------ Dataset content

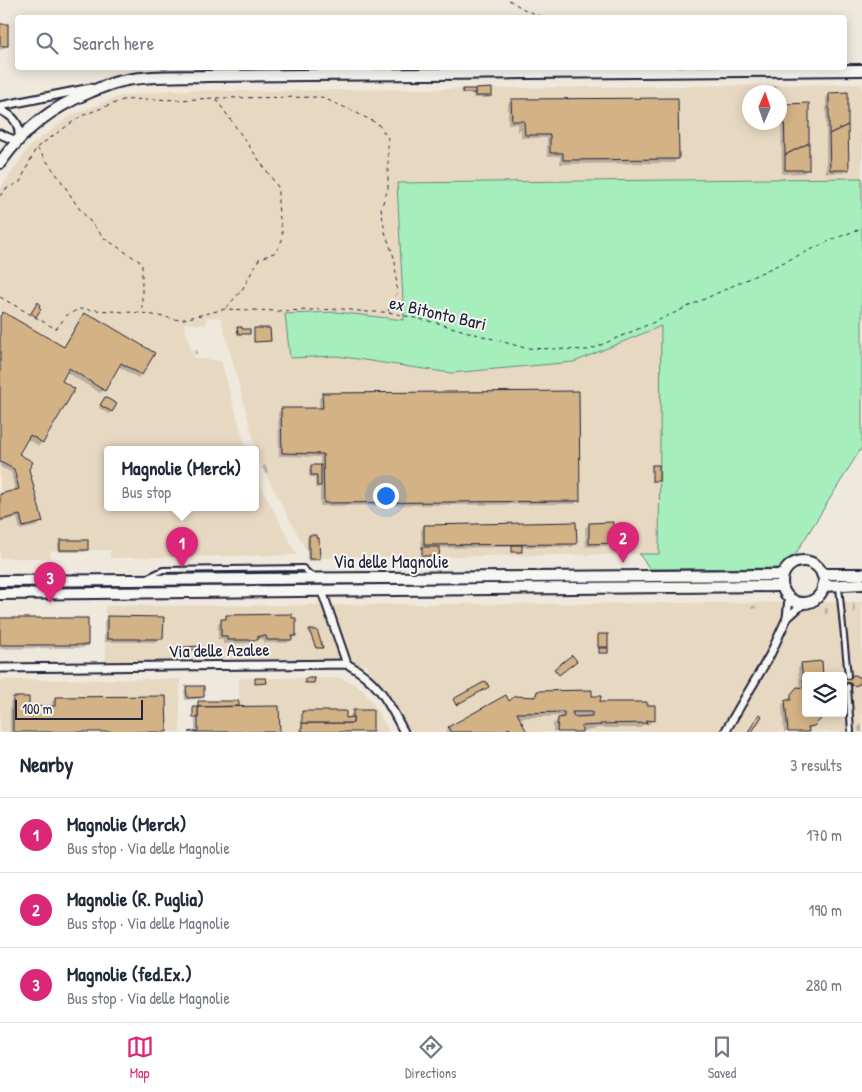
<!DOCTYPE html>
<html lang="en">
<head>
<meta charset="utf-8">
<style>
	body { margin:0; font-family:"Patrick Hand",sans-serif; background:#f2f2f3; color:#1f2937 }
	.controls { position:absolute; right:15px; bottom:15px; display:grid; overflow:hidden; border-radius:5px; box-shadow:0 2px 12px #0003 }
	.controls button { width:45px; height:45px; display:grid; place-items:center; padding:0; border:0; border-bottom:1px solid #e0e1e3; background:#fff; color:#1f2937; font:25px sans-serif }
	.compass { position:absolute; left:742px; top:85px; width:45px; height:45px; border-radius:50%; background:#fff; box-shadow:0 2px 12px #0003; rotate:2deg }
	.scale { position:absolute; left:15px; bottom:12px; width:128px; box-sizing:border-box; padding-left:5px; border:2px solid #22223b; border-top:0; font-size:14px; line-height:18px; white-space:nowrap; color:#22223b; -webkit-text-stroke:4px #f6f6f2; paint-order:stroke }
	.you { position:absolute; left:385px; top:495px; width:18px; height:18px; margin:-12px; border:4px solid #fff; border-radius:50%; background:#1a73e8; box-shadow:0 0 0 8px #1a73e833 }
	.badge { display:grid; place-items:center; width:32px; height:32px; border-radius:50%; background:#db2777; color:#fff; font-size:16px; font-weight:700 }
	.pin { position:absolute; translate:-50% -41px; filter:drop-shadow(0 1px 2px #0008) }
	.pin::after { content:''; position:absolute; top:26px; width:18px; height:15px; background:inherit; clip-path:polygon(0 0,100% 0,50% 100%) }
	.popup { position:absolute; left:104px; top:446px; width:155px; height:65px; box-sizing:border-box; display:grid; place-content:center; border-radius:5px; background:#fff; filter:drop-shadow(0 1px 4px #0005); font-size:16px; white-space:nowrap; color:#747a83 }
	.popup b { font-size:19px; color:#1f2937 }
	.popup::after { content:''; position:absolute; left:50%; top:100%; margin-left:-10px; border:10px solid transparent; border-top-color:#fff }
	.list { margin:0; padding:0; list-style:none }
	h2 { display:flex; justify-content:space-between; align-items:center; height:65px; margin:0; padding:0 20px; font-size:21px }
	h2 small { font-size:16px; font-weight:400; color:#747a83 }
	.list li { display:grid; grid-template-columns:32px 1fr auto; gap:15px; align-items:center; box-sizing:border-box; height:75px; padding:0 20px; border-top:1px solid #e0e1e3 }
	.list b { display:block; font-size:19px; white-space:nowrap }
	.list p { margin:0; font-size:16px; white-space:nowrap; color:#747a83 }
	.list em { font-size:16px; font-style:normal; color:#747a83 }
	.icon { flex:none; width:28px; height:28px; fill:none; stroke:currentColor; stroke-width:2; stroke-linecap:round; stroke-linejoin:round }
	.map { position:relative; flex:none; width:862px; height:732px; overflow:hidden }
	.search { position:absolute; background:#fff; box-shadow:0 2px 12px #0003; left:15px; right:15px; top:15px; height:55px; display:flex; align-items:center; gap:12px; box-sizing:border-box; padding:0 18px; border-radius:5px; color:#747a83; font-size:19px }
	.sheet { height:290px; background:#fff }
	nav { display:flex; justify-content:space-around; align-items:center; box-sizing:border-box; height:70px; border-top:1px solid #e0e1e3; background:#fff; font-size:14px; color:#747a83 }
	nav a { display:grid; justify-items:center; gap:2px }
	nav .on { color:#db2777 }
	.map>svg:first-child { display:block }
	.built { fill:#e7d8c2; fill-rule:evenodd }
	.green { fill:#a6efbd; stroke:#64887c }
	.shadow { fill:#0003 }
	.building { fill:#d3b286; stroke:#22223b; fill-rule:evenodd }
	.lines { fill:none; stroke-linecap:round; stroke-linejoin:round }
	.lane-casing { stroke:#22223b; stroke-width:8 }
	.street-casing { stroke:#22223b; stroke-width:11 }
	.secondary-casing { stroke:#22223b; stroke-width:14 }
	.path { stroke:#22223b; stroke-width:1; stroke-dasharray:4 4; stroke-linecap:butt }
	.lane { stroke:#f6f6f2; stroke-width:4 }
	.street { stroke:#f6f6f2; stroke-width:7 }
	.secondary { stroke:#f6f6f2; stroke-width:10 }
	.labels { text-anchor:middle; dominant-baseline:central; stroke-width:4; stroke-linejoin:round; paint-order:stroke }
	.street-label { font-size:18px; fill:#22223b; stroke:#f6f6f2 }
</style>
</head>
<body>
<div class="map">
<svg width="862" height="732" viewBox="0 0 862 732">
	<rect width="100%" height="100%" fill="#efe8dc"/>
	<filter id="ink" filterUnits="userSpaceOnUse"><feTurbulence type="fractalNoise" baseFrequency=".02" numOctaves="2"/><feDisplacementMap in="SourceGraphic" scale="10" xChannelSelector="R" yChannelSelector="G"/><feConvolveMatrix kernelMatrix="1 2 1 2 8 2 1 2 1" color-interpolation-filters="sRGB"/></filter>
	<g filter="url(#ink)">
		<g class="built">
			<path d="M 862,84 L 862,178 L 397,183 L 404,320 L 336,312 L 290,358 L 337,356 L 451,373 L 574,362 L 662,326 L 659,554 L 310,558 L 260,463 L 221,318 L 206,317 L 206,325 L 183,323 L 194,358 L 221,361 L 246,449 L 108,449 L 108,507 L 256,507 L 256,477 L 297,555 L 110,558 L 110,550 L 50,551 L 50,558 L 0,558 L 0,189 L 30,146 L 72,115 L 120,96 L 172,90 L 237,91 ZM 750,92 L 780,92 L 780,122 L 750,122 Z"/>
			<path d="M 862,602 L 862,732 L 401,732 L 367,665 L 106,668 L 105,606 ZM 806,676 L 843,676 L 843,713 L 806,713 Z"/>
			<polygon points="239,678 340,678 355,684 363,690 374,705 389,732 240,732"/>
			<polygon points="180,679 180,732 0,732 0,680"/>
		</g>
		<polygon class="green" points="862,178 862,447 793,558 783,566 776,568 650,569 639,554 659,554 661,326 574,362 451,373 337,356 290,358 285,314 336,312 404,320 397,183"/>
		<g class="shadow">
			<polygon points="0,25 7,45 2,50 0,50"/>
			<rect x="773" y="86" width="4" height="3"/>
			<polygon points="463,90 491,95 489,98 473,98 473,93 462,93"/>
			<polygon points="830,94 847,169 843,173 826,173 826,98"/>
			<polygon points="512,100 677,159 674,163 560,164 560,156 547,156 547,138 521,138 521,129 517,132 517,124 508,124 508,104"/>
			<polygon points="785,105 808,169 804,173 782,174 781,109"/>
			<polygon points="862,109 862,165 861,110"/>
			<polygon points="3,313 63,348 80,318 84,314 141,374 138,378 118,366 104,390 100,393 66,372 60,381 42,442 39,446 27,439 17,454 28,469 41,522 38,526 20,530 17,518 0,522 0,495 15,491 11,472 0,467 0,316"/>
			<polygon points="197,350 198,353 195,355 194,352"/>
			<polygon points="323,395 579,500 575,504 320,506 320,485 318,488 315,488 315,477 309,477 309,468 312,466 320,466 320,457 279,456 278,413 282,409 319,410 319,398"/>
			<polygon points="103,401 115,405 109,414 99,408"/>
			<polygon points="265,465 268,472 266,474 262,467"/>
			<polygon points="589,524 612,542 608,546 586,547 585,528"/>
			<polygon points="424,526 576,543 572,547 521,547 520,553 512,552 512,547 438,548 437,557 422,557 421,530"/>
			<polygon points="309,536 318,558 316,561 307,561 307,538"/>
			<polygon points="60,541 87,549 85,552 58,552 58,544"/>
			<polygon points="853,603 854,603 855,612 853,613"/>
			<polygon points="752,606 756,606 756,608 751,609"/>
			<polygon points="825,608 828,608 827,614 825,614"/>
			<polygon points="227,617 295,635 287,643 263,643 263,639 257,639 253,643 223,644 223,639 218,640 218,624"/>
			<polygon points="108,618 162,638 158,642 104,642 104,621"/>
			<polygon points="0,620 87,644 83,648 53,648 49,650 49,648 0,649"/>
			<polygon points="309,631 322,648 315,648"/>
			<polygon points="802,664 806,676 806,713 823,713 819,716 819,719 809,730 807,730 807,732 784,732 782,705 786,702 788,702 788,699 793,692 800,689 798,668"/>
			<rect x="834" y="673" width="5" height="3"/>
			<polygon points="187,688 203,697 200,699 185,700 184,690"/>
			<polygon points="537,692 591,698 599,704 653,720 648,725 643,725 640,728 596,728 594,730 581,731 581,732 553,732 553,724 561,716 518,718 525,732 445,732 449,728 508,702 532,697"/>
			<polygon points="14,698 28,708 52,708 52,702 55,698 165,732 10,732 10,702"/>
			<polygon points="198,702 237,706 235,708 279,732 195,732 195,718 193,718 193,709 198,708"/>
			<polygon points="354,711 372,732 299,732 299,728 302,725 302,713 345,719 350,719 350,715"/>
			<polygon points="862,724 862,732 859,732 858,728"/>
		</g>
		<g class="building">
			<rect x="0" y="24" width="8" height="22"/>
			<polygon points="492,88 492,96 475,96 475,89"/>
			<polygon points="462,89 475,89 475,93 463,93"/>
			<polygon points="848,92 848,125 829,134 829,93"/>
			<polygon points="678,98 679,159 563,160 563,153 550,153 550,135 525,135 524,121 512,121 511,99"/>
			<polygon points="809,103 809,143 785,155 784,104"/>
			<polygon points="848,125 849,170 830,170 829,134"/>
			<polygon points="809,143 809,170 785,170 785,155"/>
			<polygon points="38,302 40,304 39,307 41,309 36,317 31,313"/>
			<polygon points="3,312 64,347 84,313 92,317 93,316 155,353 142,375 121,363 105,391 69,368 62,381 75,389 43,443 30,435 19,454 33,462 29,469 43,522 23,527 20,515 0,520 0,494 19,489 14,469 0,462 0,316"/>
			<polygon points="237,327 242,327 242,329 250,329 250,334 238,334"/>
			<polygon points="254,328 270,328 271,341 254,342"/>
			<polygon points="579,391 580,501 324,503 323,454 282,453 281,408 323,408 322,393"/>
			<polygon points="105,397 117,404 112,412 100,405"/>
			<polygon points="311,465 321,465 321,486 317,486 317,475 311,475"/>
			<rect x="652" y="465" width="7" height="16"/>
			<polygon points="576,522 577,544 424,545 424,525"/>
			<polygon points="613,522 613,543 589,544 589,523"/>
			<polygon points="309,535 316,535 316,538 319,538 320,559 309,559"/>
			<rect x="60" y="540" width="28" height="10"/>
			<rect x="512" y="545" width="10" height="7"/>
			<polygon points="422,547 440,547 439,556 422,556"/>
			<polygon points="292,614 292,618 296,618 296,636 292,636 292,640 267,640 266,636 258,636 258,640 227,640 227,636 221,636 221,619 226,619 226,615"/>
			<polygon points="107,616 164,617 163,639 107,639"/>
			<rect x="0" y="618" width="88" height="27"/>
			<polygon points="309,630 317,630 323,648 316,648"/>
			<rect x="598" y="634" width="10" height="13"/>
			<polygon points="200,646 200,650 183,650 183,647"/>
			<rect x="599" y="648" width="9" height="5"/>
			<polygon points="572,655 577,661 559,675 554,669"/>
			<polygon points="822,661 823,676 806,676 806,713 820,713 821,719 814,726 808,727 809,732 788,732 785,700 791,700 791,694 797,687 804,688 801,663"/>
			<polygon points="856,675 857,677 860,677 861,684 858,684 858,685 843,687 843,676"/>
			<polygon points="255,678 266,678 267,683 255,684"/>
			<polygon points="305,678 315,678 314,683 305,683"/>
			<polygon points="486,681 489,687 456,705 453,699"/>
			<polygon points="186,686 204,686 204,697 187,698"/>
			<path d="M 592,690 L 592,696 L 601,696 L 600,702 L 647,702 L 647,705 L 655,705 L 655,721 L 646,720 L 647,723 L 600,724 L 601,725 L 582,726 L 582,732 L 557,732 L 558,718 L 564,717 L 564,712 L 517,713 L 527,732 L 512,732 L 509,728 L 506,730 L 507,732 L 451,732 L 448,727 L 506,695 L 509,701 L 515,696 L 536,697 L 537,691 ZM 572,712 L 592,712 L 592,716 L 574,717 Z"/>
			<polygon points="166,696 167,732 13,732 13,697 29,697 29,707 55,706 55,697"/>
			<polygon points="198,701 239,701 239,706 198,707"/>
			<polygon points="279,706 280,732 188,732 198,731 198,707"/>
			<rect x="193" y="707" width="5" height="11"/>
			<polygon points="353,710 373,710 373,732 302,732 302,723 353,723"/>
			<polygon points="302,711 346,711 346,718 353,717 353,723 302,723"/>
			<polygon points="759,714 762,716 752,732 748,732"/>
		</g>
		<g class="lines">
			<g class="lane-casing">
				<g id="lane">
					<polyline points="150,576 163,570 303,568 313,577"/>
					<polyline points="839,587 848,676"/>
					<polyline points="848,686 851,732"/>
				</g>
			</g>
			<g class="street-casing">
				<g id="street">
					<polyline points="0,106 91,88"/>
					<path d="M 0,110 C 14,116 20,124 19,138 L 14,140 L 0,134"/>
					<polyline points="322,591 347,664"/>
					<polyline points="787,618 804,603"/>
					<path d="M 0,668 L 347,664 C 379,681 388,702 404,732"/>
					<polyline points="725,732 770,655 787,618 789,598"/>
				</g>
			</g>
			<g class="secondary-casing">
				<g id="secondary">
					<path d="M 0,163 C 24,129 51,108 90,92 C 100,88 111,83 122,81 C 150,75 179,77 207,76 L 862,70"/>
					<circle cx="803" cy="582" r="21"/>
					<polyline points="822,574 862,574"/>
					<polyline points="0,581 783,575"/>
					<polyline points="823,586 862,584"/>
					<polyline points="0,594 782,586"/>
				</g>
			</g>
			<g class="path">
				<polyline points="509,0 527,11 536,14 541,18"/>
				<polyline points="216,99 278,187 278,206 283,238 276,252 259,259 242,290 225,309"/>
				<polyline points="37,148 60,179 78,207 104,238 142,263 142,313"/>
				<polyline points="0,196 4,190 20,182 36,148 81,116 123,100 151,99 179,100 215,98 321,97 353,111 378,124 388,138 388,189 381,208 385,232 395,260 397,293 388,311"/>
				<polyline points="0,297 56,329 67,315 79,309 142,313 180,320 225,309 278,311 343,309 367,312 388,312 433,322 525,348 589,350 659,320 834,239 862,228"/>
			</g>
			<use href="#lane" class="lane"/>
			<use href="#street" class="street"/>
			<use href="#secondary" class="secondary"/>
		</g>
	</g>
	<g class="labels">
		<g class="street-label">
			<text transform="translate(438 313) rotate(13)">ex Bitonto Bari</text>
			<text x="391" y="561">Via delle Magnolie</text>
			<text transform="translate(219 650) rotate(-1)">Via delle Azalee</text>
		</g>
	</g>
</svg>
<div class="controls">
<button><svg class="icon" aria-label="layers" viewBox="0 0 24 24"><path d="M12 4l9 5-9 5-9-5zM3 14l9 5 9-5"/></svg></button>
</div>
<svg class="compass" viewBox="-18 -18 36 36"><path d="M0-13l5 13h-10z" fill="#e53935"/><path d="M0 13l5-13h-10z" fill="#747a83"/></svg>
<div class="scale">100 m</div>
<div class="you"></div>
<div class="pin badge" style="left:182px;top:568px">1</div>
<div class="popup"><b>Magnolie (Merck)</b>Bus stop</div>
<div class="pin badge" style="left:623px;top:563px">2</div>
<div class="pin badge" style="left:50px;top:603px">3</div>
<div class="search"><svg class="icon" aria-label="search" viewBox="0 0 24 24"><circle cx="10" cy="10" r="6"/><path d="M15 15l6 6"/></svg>Search here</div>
</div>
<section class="sheet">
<h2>Nearby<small>3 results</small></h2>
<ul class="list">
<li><span class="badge">1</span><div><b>Magnolie (Merck)</b><p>Bus stop · Via delle Magnolie</p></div><em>170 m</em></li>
<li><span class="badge">2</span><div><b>Magnolie (R. Puglia)</b><p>Bus stop · Via delle Magnolie</p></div><em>190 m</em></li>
<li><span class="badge">3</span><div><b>Magnolie (fed.Ex.)</b><p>Bus stop · Via delle Magnolie</p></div><em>280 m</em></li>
</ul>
</section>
<nav>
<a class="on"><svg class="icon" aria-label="map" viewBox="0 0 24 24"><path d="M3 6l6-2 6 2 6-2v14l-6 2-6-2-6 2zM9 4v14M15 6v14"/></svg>Map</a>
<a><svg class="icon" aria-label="directions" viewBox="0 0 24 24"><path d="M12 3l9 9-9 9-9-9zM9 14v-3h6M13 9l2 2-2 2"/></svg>Directions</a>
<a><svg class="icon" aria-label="saved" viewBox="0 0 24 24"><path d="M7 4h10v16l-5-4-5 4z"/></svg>Saved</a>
</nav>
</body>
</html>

------------

Problem to work on: Across the data, pull every line containing the string "compass".

Problem solution:
	.compass { position:absolute; left:742px; top:85px; width:45px; height:45px; border-radius:50%; background:#fff; box-shadow:0 2px 12px #0003; rotate:2deg }
<svg class="compass" viewBox="-18 -18 36 36"><path d="M0-13l5 13h-10z" fill="#e53935"/><path d="M0 13l5-13h-10z" fill="#747a83"/></svg>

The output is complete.